Puis, il ouvrit son courrier : facture, facture, pub. Rien d'intéressant. Il fit la vaisselle des deux derniers jours. Je pus quatre repas différents. Il est grand temps que je prenne une douche, ce sera la première de la semaine yeah... On était mercredi. Il faut bien économiser l'eau. En sortant de la mini salle de bain/ toilettes, il s'arrêta devant le miroir. Il était fendu au milieu mais tenait encore le coup. Mon brave miroir, récupéré de l'ancienne déco du resto. Il observa son reflet un moment, deux yeux bleus lui rendant son regard. Il lui semblait toujours que ce n'était pas vraiment lui. Comme un étranger. Il soupira pour la énième fois de la journée, puis enfila un t-shirt gris, une chemise militaire par dessus, un pantalon cargo noir. Il attacha ses cheveux blonds en queue de cheval. Il était tard, mais il décida de sortir sur le toit de l'immeuble, et assis sur un muret, il observa les étoiles en silence, rompant avec la monotonie de sa vie diurne.

Le ciel était magnifique, la pollution lumineuse ayant été par chance chassée par le vent.

Il se réveilla en sursaut. Il s'était endormi sur le toit. Pu-tain de mer-de ! Il courut, récupéra son sac contenant sa tenue de serveur. Il se tapa ensuite le sprint de sa vie dans les escaliers, évitant de justesse la mamie du troisième avec son cabas. Elle revient du marché. Bon sang, il est 7:30 ! Il avait une grosse demi-heure de retard. Merde. Il y tenait à ce boulot, c'était le seul qu'il avait réussi à tenir plus de trois mois sans se faire virer et sans démissionner en cours de route. C'était bien le seul resto à avoir accepté un type comme lui, sans diplômes, sans CV. Qui n'a jamais mis les pieds dans un lycée, qui n'a pas le bac. Qui n'a pas d'argent et qui habite le quartier des pauvres et des délinquants. Il piétina dans le métro. Plus vite, plus vite ! Il bondit dès que les portes s'ouvrirent, survola les escaliers et se remit à courir comme un fou. Il traversa sans regarder les feux, risquant son boulot et sa vie en même tant, mais cela n'avait aucune importance. L'un n'allait pas sans l'autre. Plus que deux cents mètres. Il avait réussi, il avait moins d'une heure de retard.

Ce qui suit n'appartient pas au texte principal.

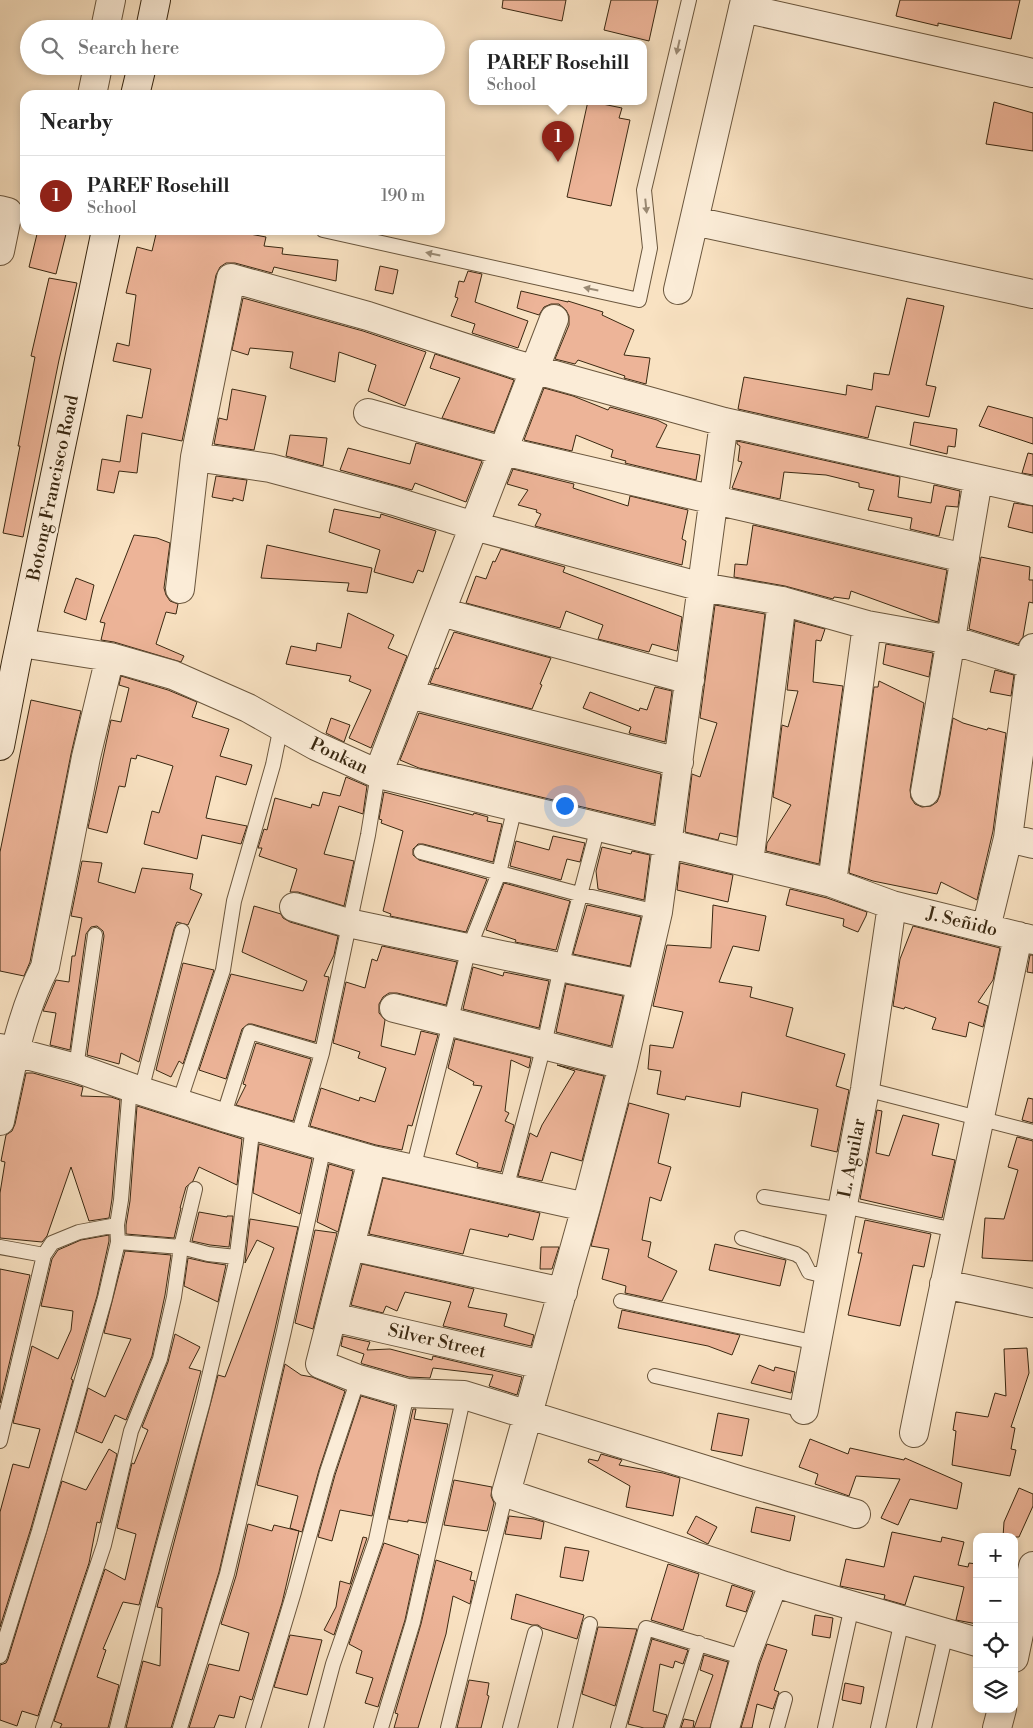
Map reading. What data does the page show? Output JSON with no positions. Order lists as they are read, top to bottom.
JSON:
{
  "streets": {
    "street": [
      "Botong Francisco Road",
      "Ponkan",
      "J. Señido",
      "L. Aguilar",
      "Silver Street"
    ]
  },
  "crossings": [
    ["Botong Francisco Road", "Ponkan"],
    ["Ponkan", "J. Señido"],
    ["J. Señido", "L. Aguilar"]
  ],
  "page": {
    "search": "Search here",
    "popup": ["PAREF Rosehill", "School"],
    "heading": "Nearby",
    "pins": "1",
    "list": [
      {
        "mark": "1",
        "name": "PAREF Rosehill",
        "note": "School",
        "value": "190 m"
      }
    ],
    "map_buttons": ["+", "−"]
  }
}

Il entendit un puissant coup de klaxon suivi d'un bruit de frein. Il eut juste le temps de tourner la tête pour apercevoir une camionnette qui fonçait vers lui, le petit bonhomme rouge du passage piéton, narquois. Une femme cria. Puis ce fut le choc, au ralenti. Le corps fut projeté sur plusieurs mètres, les os craquèrent, la tête cogna contre le bitume. Et sa vision, floue, qui devient noire, et puis plus rien.